* [Extracted data entries]:
----------------------------------------
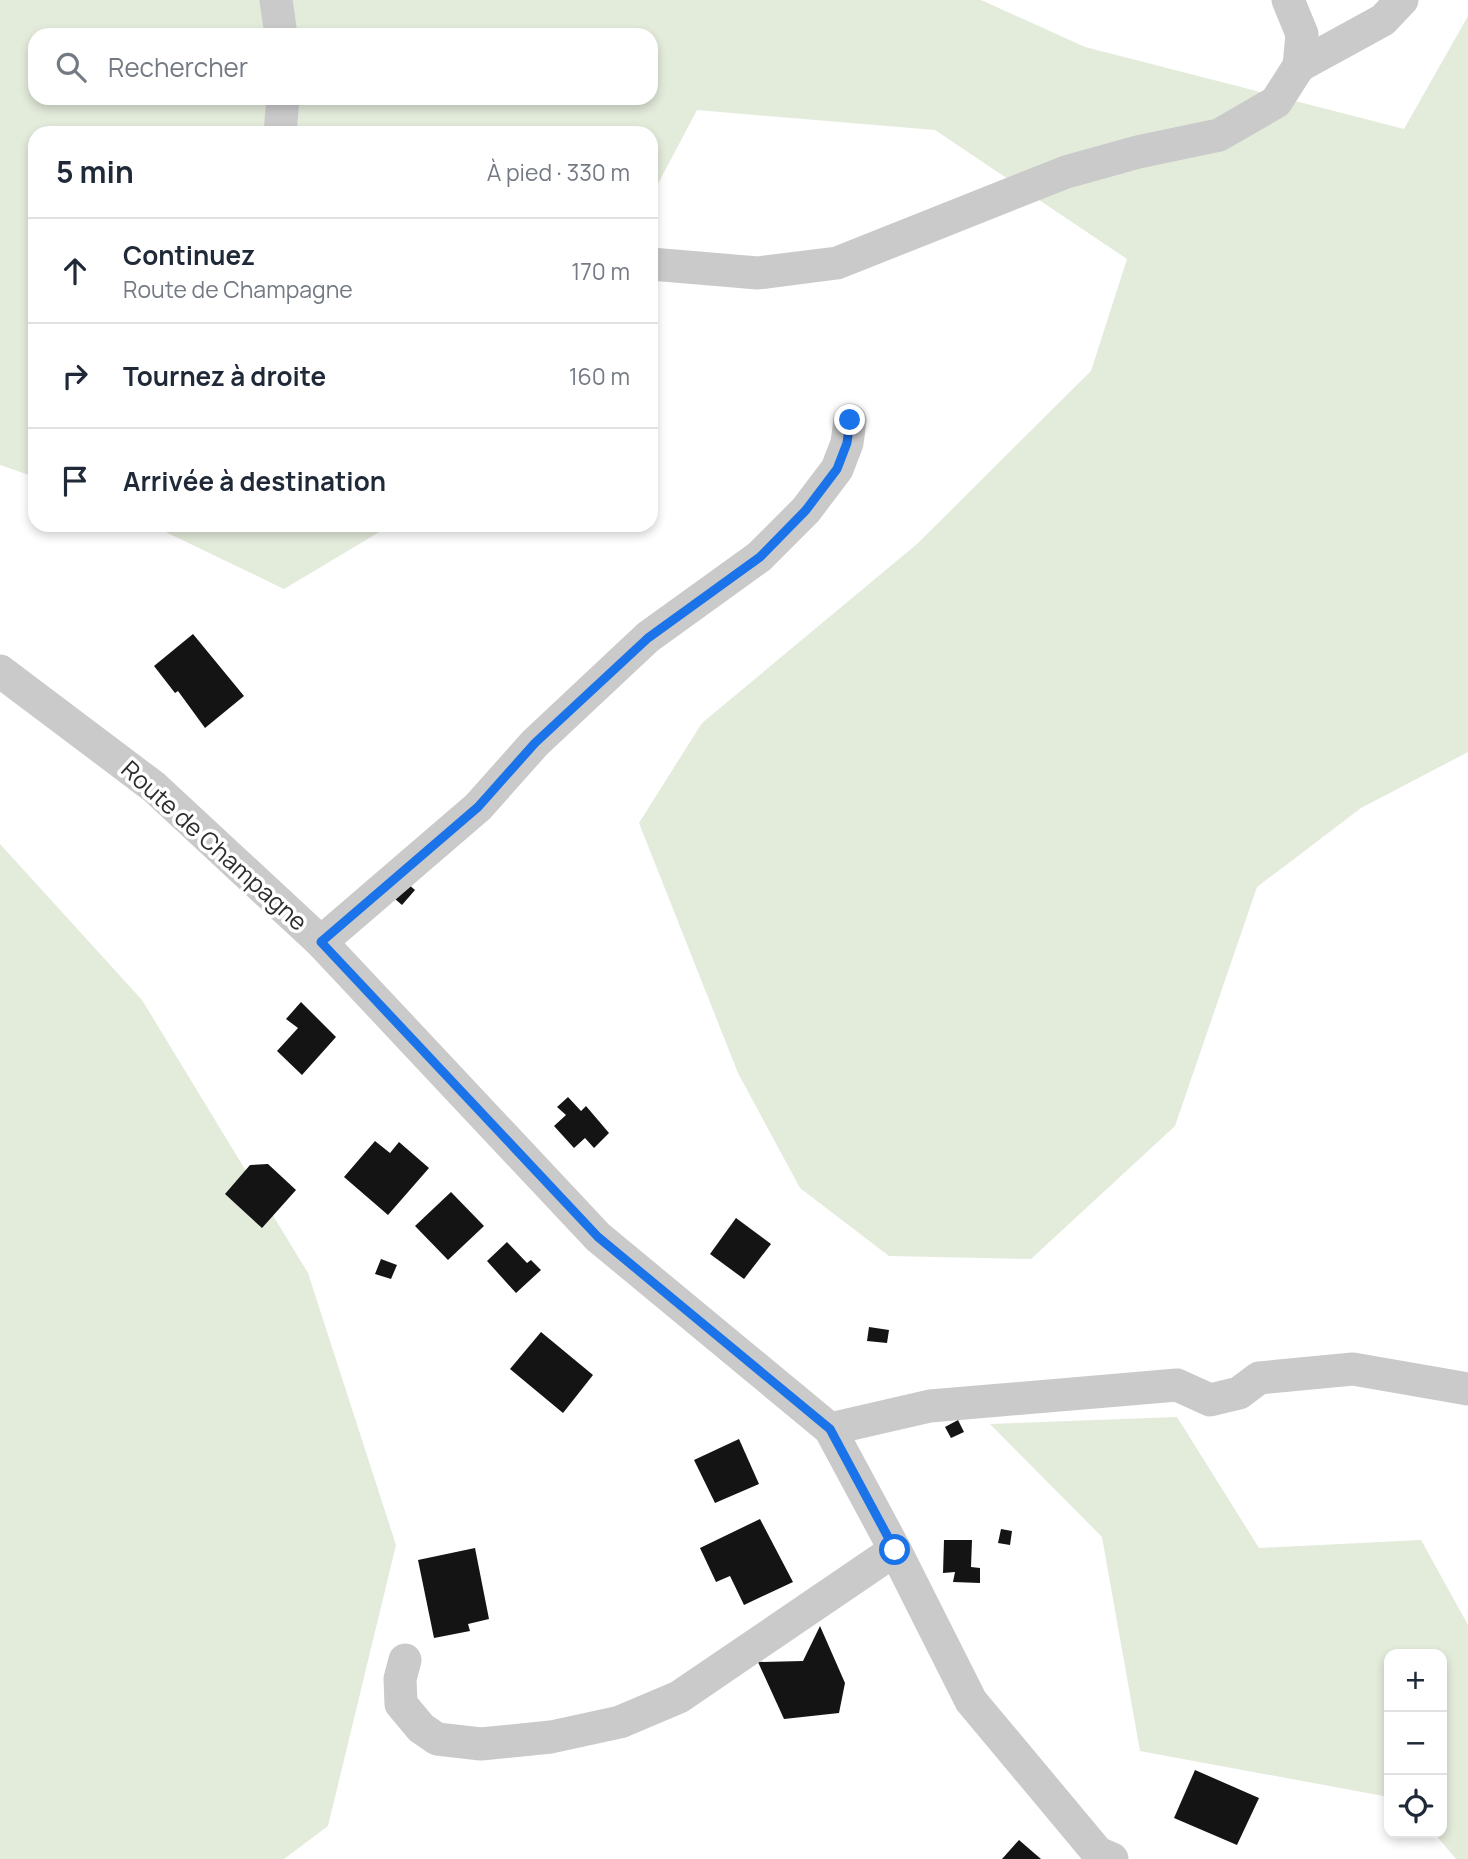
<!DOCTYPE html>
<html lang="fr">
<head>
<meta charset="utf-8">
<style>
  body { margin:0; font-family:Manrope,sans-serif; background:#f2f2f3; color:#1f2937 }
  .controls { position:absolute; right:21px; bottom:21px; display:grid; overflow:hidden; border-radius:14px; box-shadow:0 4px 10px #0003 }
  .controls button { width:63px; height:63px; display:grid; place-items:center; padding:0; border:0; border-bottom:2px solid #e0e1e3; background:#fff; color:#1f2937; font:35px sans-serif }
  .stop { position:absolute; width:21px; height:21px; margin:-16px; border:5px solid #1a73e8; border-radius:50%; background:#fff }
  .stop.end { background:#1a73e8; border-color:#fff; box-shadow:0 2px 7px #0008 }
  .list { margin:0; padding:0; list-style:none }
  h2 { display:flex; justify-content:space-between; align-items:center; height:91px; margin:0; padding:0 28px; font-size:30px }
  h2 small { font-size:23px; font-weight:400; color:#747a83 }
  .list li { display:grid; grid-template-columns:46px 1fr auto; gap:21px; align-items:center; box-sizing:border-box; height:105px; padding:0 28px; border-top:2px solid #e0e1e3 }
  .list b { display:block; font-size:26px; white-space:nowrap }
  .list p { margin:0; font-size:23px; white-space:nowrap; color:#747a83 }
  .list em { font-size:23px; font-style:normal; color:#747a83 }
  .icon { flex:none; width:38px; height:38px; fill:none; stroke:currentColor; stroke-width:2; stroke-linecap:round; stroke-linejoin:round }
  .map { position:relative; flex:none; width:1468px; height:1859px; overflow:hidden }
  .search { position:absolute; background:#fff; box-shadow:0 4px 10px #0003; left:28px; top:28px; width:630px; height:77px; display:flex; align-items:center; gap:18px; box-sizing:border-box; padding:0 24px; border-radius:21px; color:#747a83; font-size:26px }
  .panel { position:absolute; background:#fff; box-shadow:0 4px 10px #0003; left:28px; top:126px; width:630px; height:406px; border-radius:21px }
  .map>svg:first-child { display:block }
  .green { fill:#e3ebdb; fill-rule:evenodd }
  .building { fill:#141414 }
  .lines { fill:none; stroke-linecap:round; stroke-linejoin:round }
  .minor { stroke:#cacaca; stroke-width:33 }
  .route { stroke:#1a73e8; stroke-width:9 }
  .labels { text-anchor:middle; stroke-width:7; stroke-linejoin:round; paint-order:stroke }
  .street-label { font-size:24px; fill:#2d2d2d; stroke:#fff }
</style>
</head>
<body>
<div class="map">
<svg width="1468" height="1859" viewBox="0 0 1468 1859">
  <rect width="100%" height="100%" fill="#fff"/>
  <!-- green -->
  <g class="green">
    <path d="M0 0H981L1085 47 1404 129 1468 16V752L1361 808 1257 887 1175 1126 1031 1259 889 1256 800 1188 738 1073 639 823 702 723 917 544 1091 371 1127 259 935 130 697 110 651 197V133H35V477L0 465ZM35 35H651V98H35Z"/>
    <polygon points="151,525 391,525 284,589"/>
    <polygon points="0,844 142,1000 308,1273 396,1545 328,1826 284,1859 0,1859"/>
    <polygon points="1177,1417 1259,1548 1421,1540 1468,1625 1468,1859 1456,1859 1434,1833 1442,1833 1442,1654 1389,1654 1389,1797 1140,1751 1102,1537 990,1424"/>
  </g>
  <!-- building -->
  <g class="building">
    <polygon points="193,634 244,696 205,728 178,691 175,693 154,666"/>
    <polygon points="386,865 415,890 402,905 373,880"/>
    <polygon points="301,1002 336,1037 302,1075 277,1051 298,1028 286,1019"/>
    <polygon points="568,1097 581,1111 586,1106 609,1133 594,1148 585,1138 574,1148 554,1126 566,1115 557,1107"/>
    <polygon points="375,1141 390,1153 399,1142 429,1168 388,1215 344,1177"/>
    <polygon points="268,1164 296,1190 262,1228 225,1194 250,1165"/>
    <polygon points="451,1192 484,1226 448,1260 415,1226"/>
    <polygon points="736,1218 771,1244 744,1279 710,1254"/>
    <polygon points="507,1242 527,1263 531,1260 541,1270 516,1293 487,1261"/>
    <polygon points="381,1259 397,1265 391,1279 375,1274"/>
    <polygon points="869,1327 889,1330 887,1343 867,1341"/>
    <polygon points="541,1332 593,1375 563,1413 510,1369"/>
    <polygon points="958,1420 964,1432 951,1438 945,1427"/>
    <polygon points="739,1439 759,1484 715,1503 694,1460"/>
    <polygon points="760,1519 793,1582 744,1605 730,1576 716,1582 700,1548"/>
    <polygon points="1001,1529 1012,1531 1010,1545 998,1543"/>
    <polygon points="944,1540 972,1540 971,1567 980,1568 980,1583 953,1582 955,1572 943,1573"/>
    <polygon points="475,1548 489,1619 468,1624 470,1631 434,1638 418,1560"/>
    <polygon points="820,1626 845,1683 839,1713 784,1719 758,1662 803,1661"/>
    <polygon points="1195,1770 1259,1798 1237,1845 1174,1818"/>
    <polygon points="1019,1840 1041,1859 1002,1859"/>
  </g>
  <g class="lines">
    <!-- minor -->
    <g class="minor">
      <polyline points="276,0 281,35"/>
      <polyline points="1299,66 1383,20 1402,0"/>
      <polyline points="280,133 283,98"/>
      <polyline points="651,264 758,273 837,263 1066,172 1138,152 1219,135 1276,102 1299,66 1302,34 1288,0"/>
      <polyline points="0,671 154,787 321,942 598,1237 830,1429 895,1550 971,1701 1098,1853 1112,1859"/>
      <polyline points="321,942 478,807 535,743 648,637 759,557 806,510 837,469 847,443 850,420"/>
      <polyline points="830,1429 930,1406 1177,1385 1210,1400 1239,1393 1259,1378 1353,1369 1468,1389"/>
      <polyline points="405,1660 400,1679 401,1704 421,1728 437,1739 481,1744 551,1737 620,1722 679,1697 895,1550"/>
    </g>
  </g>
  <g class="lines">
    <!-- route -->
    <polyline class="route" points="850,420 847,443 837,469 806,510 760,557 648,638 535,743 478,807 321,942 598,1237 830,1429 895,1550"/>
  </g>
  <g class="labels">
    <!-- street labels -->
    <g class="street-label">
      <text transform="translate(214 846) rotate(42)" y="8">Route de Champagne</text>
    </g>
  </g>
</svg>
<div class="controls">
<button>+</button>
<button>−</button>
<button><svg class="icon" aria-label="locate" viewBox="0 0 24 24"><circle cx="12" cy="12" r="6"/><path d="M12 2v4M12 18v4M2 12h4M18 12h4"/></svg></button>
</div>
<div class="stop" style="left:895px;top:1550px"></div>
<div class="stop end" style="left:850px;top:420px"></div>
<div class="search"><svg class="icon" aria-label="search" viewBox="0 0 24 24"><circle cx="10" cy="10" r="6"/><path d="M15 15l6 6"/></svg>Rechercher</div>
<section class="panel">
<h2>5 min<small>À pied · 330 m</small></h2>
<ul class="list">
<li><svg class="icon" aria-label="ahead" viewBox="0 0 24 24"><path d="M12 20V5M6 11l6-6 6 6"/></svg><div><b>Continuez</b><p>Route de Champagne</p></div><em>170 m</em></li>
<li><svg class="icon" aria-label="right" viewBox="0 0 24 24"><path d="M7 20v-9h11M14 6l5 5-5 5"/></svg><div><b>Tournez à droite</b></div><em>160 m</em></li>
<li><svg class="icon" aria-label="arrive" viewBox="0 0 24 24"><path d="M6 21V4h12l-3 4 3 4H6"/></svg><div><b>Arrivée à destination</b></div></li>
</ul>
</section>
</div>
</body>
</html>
----------------------------------------
* [Exercise objective]:
Read the entries above, then pull out the lines that include "white".

* [Answer to this problem]:
  .list b { display:block; font-size:26px; white-space:nowrap }
  .list p { margin:0; font-size:23px; white-space:nowrap; color:#747a83 }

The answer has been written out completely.